街道に戻り児玉駅入口交差点まで来たらまたまた寄り道を。

向かった先は「雉岡城跡」(左)。戦国時代に関東管領山内上杉氏が築いたとされている。徳川家康の関東入国後、松平家清が城主となったが慶長6年(1601)に廃城。以降は陣屋が置かれていた。

本丸南側の堀底に横たわる大石は「夜泣き石」(右)。
城主の側女お小夜が奥方の怒りをかい井戸に沈められてしまったが、その後、夜な夜な泣き声が聞こえてきたという。井戸から引き揚げてみると お小夜は石になっていたのだとか。

交差点まで戻ったら駅方向に向かって歩き明治27年(1894)に建てられた「競進社模範蚕室」(左)の見学を。
養蚕技術の改良に一生をかけた木村九蔵なる人物が 一派温暖育 と称する蚕育法を考案。この実践のために建てたもので全国に広められ養蚕業の発展に大きく貢献した産業構造遺構。

駅入口交差点のすぐ先に「大名小路」(右)と呼ばれる路地があるが この道は鎌倉街道上道から分かれ雉岡城に向かう古道。その手前にある中村美容院の建物は看板建築のような。

JR八高線の高架下を通り国道254号の手前まで来たらボウリング場の横を左へ曲がると「砂利道の旧道」

砂利道を4~5分歩くと「雀の宮橋」(右)という小さな橋がある。此の橋を渡るとその先の旧道は耕地整理で消滅。八高線沿いの田圃の中の道を十数分歩くと旧道が復活するが ここでちょっと寄り道を。

JR八高線の踏切を渡り4~5分、茅葺の民家が見えるが ここは江戸時代の国学者「塙 保己一の旧宅」(左)。 永享3年(1746)生誕の保己一が幼時を過ごした場所だ。

直ぐ近くの塙保己一公園に「保己一の墓所」(右)がある。 文政4年(1821)に亡くなり四谷の安楽寺に埋葬されたが明治19年(1886)に実家である荻野家の墓地に墓碑を建立。
平成24年(2012)に墓碑を現在地に移転し周辺の整備が行われた。

公園隣の龍清寺に「飛龍の榧(かや)(左)と呼ばれる凄い木がある。今にも倒れそうだが倒れない。樹齢200~300年、根本から2~3mのところから曲がっているという何とも不思議な木だ。

街道に戻り10分ほど歩くと「八日市立場跡」(右)。

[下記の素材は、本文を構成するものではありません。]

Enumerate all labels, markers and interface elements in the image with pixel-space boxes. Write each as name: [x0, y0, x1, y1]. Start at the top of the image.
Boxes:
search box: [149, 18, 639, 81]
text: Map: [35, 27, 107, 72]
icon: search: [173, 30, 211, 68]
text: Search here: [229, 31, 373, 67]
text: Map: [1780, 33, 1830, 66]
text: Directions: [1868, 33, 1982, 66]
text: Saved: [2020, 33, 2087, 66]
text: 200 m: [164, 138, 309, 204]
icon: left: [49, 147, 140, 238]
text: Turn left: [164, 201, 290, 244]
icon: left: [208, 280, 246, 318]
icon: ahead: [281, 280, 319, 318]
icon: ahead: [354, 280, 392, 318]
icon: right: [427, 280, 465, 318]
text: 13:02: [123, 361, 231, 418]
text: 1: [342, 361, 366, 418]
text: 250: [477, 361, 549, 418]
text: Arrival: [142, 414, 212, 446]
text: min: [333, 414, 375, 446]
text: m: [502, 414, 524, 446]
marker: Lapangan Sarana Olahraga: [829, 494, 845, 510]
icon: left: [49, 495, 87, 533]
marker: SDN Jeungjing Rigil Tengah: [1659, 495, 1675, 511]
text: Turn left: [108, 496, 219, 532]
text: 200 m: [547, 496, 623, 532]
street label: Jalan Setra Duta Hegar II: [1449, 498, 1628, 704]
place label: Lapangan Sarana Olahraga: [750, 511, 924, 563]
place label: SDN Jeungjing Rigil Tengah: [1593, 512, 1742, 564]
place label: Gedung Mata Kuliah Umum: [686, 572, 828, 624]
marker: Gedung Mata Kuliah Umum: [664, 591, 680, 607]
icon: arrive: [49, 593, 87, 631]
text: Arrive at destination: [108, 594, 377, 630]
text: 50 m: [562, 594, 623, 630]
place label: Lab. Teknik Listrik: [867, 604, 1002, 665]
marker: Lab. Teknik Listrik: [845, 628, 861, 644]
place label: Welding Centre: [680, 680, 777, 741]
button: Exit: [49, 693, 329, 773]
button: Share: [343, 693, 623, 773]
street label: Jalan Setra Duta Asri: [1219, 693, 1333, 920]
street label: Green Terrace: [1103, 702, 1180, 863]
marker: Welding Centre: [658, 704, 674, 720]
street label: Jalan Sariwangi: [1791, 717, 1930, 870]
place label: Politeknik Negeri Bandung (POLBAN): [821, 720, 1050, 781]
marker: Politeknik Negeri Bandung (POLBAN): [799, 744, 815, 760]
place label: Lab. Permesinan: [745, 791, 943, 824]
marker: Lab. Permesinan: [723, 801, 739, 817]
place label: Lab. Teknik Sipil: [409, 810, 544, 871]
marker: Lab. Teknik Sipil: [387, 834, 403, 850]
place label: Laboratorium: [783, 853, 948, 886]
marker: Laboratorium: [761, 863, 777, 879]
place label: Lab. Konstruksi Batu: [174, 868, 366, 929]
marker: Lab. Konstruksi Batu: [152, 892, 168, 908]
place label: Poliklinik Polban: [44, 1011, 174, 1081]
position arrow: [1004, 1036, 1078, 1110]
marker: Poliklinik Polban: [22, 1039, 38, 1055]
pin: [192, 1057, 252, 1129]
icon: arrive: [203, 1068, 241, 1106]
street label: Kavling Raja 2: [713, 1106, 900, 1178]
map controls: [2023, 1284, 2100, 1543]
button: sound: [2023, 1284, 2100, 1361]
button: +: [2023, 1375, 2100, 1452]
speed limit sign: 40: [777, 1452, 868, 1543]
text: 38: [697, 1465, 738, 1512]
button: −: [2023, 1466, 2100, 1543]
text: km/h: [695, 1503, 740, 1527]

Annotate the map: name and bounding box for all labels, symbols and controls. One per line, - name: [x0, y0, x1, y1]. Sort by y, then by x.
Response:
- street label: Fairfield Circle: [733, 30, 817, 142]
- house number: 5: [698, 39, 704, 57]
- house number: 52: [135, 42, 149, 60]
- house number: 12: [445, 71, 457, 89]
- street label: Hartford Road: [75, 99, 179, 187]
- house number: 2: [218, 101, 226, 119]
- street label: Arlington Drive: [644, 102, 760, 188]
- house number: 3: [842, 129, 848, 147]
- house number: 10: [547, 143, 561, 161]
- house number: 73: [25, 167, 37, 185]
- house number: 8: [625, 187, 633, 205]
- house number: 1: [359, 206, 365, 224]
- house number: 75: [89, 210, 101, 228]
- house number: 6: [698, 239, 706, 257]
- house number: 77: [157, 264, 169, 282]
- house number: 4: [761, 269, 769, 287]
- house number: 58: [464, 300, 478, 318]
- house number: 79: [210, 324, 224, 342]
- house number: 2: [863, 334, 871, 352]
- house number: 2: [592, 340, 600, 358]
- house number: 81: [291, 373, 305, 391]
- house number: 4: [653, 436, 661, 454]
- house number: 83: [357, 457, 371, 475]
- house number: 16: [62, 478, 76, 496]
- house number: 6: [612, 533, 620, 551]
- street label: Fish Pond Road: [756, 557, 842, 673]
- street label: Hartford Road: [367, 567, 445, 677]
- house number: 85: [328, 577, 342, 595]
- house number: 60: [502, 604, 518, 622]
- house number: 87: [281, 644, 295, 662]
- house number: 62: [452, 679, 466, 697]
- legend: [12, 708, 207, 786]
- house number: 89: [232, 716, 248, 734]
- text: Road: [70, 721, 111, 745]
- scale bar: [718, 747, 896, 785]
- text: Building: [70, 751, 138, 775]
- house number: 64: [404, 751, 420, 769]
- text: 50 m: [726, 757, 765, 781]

この辺りは八日市と呼ばれ室町時代から八の付く日に市が開かれていた。 道の両側に雑貨物や飲食を提供する店が2軒あったそうだ。

立場跡の突き当りは「熊野神社」(左)。由緒によると「延喜式当国四十四座の一にして・・・・・」とあるのでかなりの古社。本殿は享保14年(1729)の建立で豪華な色彩が施された素晴らしいものだが覆屋の中であるため写真映りが悪いのが残念。

当神社には神川町指定文化財の獅子舞が奉納される。
延宝2年(1674)、八日市での争い事から大火が発生したが この厄払いとして奉納された獅子舞が現在まで続いている。
境内左手、街道際の「庚申塔」(右)は万延元年(1860)のもの。

街道は庚申塔の左側を北進していくのだが その先は旧道がはっきりしない。近い道を選びかれこれ20分ほど歩くと街道際に馬頭観音や庚申塔などの「石塔群」(左)が。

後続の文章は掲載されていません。